## Work required
Output each record exactly, with nothing omitted.

## Records provided

——

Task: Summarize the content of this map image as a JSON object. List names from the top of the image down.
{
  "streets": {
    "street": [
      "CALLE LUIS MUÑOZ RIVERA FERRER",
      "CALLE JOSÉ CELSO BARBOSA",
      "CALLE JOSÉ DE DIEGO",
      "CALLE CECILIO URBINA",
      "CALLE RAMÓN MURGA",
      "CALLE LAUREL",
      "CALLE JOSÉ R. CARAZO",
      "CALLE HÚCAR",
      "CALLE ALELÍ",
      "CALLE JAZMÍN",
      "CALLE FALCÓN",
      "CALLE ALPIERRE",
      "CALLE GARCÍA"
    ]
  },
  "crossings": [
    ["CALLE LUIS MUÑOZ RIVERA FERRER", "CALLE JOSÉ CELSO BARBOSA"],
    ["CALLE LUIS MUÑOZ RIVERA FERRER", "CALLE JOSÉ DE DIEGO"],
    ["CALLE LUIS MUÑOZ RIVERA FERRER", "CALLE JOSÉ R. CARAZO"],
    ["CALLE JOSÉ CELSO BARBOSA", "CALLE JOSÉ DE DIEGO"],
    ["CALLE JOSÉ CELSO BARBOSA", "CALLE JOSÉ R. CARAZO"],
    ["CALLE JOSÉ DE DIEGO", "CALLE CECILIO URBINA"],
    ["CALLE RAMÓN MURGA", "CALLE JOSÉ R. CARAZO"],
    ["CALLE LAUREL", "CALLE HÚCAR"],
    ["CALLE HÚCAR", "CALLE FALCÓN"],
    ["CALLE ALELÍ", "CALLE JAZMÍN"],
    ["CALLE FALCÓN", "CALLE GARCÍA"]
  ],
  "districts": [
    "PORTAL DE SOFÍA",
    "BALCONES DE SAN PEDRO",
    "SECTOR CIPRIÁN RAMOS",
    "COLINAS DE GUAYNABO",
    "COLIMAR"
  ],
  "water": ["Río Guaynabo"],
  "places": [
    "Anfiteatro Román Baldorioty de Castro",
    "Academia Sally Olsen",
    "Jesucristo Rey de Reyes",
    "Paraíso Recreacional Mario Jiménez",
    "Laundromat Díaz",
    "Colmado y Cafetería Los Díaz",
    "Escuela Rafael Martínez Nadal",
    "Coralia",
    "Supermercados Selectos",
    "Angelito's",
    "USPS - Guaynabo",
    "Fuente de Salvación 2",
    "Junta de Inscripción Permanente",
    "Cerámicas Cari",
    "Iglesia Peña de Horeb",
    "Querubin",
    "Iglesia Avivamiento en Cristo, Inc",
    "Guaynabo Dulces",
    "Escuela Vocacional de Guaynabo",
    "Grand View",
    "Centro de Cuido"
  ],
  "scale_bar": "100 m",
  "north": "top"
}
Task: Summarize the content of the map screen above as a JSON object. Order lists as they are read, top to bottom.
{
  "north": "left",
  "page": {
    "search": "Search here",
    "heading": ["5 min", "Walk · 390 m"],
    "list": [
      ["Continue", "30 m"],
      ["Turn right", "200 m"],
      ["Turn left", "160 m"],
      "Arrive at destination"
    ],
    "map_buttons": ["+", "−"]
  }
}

——

## Response box
Task: Summarize the content of this map image as a JSON object. List names from the top of the image down.
{
  "streets": {
    "street": [
      "CALLE LUIS MUÑOZ RIVERA FERRER",
      "CALLE JOSÉ CELSO BARBOSA",
      "CALLE JOSÉ DE DIEGO",
      "CALLE CECILIO URBINA",
      "CALLE RAMÓN MURGA",
      "CALLE LAUREL",
      "CALLE JOSÉ R. CARAZO",
      "CALLE HÚCAR",
      "CALLE ALELÍ",
      "CALLE JAZMÍN",
      "CALLE FALCÓN",
      "CALLE ALPIERRE",
      "CALLE GARCÍA"
    ]
  },
  "crossings": [
    ["CALLE LUIS MUÑOZ RIVERA FERRER", "CALLE JOSÉ CELSO BARBOSA"],
    ["CALLE LUIS MUÑOZ RIVERA FERRER", "CALLE JOSÉ DE DIEGO"],
    ["CALLE LUIS MUÑOZ RIVERA FERRER", "CALLE JOSÉ R. CARAZO"],
    ["CALLE JOSÉ CELSO BARBOSA", "CALLE JOSÉ DE DIEGO"],
    ["CALLE JOSÉ CELSO BARBOSA", "CALLE JOSÉ R. CARAZO"],
    ["CALLE JOSÉ DE DIEGO", "CALLE CECILIO URBINA"],
    ["CALLE RAMÓN MURGA", "CALLE JOSÉ R. CARAZO"],
    ["CALLE LAUREL", "CALLE HÚCAR"],
    ["CALLE HÚCAR", "CALLE FALCÓN"],
    ["CALLE ALELÍ", "CALLE JAZMÍN"],
    ["CALLE FALCÓN", "CALLE GARCÍA"]
  ],
  "districts": [
    "PORTAL DE SOFÍA",
    "BALCONES DE SAN PEDRO",
    "SECTOR CIPRIÁN RAMOS",
    "COLINAS DE GUAYNABO",
    "COLIMAR"
  ],
  "water": ["Río Guaynabo"],
  "places": [
    "Anfiteatro Román Baldorioty de Castro",
    "Academia Sally Olsen",
    "Jesucristo Rey de Reyes",
    "Paraíso Recreacional Mario Jiménez",
    "Laundromat Díaz",
    "Colmado y Cafetería Los Díaz",
    "Escuela Rafael Martínez Nadal",
    "Coralia",
    "Supermercados Selectos",
    "Angelito's",
    "USPS - Guaynabo",
    "Fuente de Salvación 2",
    "Junta de Inscripción Permanente",
    "Cerámicas Cari",
    "Iglesia Peña de Horeb",
    "Querubin",
    "Iglesia Avivamiento en Cristo, Inc",
    "Guaynabo Dulces",
    "Escuela Vocacional de Guaynabo",
    "Grand View",
    "Centro de Cuido"
  ],
  "scale_bar": "100 m",
  "north": "top"
}
Task: Summarize the content of the map screen above as a JSON object. Order lists as they are read, top to bottom.
{
  "north": "left",
  "page": {
    "search": "Search here",
    "heading": ["5 min", "Walk · 390 m"],
    "list": [
      ["Continue", "30 m"],
      ["Turn right", "200 m"],
      ["Turn left", "160 m"],
      "Arrive at destination"
    ],
    "map_buttons": ["+", "−"]
  }
}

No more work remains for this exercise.